Description of the task:
Search each line of the data for the word "street"; copy every line where it is found.

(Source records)
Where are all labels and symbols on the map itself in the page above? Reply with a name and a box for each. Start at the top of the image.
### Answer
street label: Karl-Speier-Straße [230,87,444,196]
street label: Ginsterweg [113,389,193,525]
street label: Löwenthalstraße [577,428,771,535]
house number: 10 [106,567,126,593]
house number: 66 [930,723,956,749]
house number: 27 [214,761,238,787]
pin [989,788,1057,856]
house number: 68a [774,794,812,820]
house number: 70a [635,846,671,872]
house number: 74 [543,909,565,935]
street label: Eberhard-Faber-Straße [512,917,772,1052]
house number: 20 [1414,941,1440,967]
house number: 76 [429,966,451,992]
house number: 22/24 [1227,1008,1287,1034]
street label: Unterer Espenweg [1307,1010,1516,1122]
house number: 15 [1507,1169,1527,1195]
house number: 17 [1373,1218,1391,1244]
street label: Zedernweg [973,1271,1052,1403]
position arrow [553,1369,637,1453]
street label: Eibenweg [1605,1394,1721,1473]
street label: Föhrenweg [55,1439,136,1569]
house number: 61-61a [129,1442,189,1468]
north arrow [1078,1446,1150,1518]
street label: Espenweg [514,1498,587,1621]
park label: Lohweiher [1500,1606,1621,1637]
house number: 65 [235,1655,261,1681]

Problem solution:
street label: Karl-Speier-Straße [230,87,444,196]
street label: Ginsterweg [113,389,193,525]
street label: Löwenthalstraße [577,428,771,535]
street label: Eberhard-Faber-Straße [512,917,772,1052]
street label: Unterer Espenweg [1307,1010,1516,1122]
street label: Zedernweg [973,1271,1052,1403]
street label: Eibenweg [1605,1394,1721,1473]
street label: Föhrenweg [55,1439,136,1569]
street label: Espenweg [514,1498,587,1621]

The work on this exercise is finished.